→ PROBLEM: Filter the listing below for "block" and report every line that has it.

→ AVAILABLE DATA:
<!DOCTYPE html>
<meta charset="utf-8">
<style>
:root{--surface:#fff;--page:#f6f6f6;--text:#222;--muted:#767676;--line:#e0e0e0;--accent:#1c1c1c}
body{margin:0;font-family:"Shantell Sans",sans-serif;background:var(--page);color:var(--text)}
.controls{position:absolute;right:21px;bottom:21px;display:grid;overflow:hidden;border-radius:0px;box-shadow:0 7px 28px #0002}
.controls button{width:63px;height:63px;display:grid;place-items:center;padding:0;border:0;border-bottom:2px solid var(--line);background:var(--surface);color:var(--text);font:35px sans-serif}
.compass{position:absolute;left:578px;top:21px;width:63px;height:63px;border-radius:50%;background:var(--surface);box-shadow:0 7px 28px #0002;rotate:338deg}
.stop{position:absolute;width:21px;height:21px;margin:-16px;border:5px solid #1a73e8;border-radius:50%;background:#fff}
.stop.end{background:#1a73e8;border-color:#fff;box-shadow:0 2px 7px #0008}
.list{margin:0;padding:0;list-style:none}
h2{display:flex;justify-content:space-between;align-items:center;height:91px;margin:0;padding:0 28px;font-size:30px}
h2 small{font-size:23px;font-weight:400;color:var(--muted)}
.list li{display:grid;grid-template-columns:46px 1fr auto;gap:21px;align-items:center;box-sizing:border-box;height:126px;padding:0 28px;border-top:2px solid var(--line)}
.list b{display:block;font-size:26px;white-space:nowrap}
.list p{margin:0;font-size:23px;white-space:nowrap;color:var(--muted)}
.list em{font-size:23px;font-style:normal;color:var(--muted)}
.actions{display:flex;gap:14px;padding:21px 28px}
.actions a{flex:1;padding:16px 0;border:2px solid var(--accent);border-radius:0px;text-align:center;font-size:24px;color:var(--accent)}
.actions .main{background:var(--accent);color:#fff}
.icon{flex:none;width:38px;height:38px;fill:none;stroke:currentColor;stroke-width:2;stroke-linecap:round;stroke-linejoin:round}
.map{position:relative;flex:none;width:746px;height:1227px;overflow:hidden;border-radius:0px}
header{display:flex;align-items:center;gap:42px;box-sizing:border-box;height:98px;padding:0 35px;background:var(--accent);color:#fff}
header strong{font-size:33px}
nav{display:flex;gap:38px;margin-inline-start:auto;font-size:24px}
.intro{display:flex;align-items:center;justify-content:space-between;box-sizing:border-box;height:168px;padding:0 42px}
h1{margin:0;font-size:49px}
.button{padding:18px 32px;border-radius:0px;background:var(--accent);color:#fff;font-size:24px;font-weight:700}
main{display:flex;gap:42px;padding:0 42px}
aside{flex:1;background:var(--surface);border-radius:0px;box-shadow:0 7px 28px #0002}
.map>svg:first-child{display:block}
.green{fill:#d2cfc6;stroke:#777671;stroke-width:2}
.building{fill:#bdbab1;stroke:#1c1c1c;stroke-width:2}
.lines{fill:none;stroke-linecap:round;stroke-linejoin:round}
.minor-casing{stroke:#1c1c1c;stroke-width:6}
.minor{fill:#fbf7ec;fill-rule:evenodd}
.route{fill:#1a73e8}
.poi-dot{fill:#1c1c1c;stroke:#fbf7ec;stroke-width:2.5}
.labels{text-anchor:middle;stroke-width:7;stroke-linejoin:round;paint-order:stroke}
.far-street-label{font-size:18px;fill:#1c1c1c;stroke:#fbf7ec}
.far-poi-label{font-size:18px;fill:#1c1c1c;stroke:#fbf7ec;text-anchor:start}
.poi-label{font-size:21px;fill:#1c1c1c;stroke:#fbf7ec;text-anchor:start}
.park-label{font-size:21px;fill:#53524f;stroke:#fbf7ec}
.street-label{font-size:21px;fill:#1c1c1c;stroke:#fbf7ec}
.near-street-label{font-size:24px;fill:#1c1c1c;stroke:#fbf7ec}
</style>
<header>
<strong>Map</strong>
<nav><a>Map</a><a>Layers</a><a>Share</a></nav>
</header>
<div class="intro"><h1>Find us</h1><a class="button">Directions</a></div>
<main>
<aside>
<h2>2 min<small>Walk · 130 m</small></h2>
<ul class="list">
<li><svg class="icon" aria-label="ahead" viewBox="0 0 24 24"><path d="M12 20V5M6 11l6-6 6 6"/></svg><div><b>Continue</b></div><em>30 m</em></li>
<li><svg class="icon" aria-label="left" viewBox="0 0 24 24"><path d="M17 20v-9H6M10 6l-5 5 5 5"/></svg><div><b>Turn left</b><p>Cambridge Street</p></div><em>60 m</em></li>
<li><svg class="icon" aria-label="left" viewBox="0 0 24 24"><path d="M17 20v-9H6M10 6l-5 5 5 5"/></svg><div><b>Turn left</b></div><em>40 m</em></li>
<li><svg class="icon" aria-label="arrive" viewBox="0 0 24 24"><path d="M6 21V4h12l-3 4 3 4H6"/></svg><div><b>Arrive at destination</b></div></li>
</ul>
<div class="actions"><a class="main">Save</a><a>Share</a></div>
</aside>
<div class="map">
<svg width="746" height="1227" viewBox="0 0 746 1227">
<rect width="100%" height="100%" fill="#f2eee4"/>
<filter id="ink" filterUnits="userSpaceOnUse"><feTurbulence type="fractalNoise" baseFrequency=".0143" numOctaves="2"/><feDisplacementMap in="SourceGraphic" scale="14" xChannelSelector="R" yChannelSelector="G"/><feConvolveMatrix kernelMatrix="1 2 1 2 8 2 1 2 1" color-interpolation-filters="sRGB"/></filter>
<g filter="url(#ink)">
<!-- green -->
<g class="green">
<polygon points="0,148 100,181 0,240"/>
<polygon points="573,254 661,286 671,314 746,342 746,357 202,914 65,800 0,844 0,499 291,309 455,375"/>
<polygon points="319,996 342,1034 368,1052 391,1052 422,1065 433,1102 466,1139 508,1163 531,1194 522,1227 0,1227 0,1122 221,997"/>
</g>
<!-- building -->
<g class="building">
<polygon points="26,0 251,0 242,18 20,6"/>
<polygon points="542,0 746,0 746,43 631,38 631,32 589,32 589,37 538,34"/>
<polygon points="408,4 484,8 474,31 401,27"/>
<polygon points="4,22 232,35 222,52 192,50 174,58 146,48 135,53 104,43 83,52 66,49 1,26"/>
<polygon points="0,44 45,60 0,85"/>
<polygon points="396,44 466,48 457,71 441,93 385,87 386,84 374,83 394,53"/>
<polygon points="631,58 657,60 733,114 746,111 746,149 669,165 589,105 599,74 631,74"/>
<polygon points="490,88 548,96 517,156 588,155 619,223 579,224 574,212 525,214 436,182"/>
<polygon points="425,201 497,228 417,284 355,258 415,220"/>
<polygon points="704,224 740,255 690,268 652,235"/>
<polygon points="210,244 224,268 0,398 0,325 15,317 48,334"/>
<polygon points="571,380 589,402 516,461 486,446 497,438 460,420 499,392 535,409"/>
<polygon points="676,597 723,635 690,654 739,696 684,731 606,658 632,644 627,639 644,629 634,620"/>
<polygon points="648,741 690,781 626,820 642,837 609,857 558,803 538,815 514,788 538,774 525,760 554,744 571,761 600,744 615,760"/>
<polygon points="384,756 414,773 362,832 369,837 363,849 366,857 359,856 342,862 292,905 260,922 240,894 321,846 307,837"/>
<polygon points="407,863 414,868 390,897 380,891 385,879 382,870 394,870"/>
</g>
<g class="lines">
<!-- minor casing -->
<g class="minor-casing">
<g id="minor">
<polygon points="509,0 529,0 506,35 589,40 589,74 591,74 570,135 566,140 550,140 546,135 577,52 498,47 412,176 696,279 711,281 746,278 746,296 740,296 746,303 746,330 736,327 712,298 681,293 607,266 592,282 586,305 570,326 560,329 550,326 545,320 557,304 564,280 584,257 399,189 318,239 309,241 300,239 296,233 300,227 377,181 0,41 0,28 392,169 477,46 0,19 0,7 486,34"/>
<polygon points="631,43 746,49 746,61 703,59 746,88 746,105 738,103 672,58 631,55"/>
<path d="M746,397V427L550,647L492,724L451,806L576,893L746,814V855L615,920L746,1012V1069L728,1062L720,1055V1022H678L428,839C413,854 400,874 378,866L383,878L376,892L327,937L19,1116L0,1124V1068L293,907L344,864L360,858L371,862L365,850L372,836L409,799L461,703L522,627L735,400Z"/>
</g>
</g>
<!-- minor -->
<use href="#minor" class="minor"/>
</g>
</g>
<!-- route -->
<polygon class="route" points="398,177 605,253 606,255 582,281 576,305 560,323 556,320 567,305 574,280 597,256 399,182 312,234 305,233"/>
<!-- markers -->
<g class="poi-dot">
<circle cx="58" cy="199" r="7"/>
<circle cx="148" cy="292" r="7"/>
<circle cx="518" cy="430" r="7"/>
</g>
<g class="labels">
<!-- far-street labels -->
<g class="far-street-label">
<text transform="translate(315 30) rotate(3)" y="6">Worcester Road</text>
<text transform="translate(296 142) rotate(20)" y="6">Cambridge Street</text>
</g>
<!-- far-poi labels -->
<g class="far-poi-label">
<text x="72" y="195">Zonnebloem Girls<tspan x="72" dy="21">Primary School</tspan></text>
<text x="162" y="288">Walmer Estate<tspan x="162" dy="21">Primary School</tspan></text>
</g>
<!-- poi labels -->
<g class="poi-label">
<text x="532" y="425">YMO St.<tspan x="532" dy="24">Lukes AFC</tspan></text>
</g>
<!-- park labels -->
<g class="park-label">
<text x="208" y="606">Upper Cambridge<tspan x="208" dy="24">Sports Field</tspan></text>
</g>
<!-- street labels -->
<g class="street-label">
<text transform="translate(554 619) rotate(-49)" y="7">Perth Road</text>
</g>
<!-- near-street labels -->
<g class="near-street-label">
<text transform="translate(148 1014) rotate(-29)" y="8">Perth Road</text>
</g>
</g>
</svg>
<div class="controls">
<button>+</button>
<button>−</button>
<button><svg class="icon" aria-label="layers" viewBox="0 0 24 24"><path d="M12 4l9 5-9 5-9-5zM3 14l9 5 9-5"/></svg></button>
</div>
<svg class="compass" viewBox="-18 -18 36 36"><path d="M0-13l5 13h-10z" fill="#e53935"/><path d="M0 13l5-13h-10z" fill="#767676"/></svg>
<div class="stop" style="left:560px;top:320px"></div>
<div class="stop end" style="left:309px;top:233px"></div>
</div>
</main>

→ RESPONSE BOX:
.list b{display:block;font-size:26px;white-space:nowrap}
.map>svg:first-child{display:block}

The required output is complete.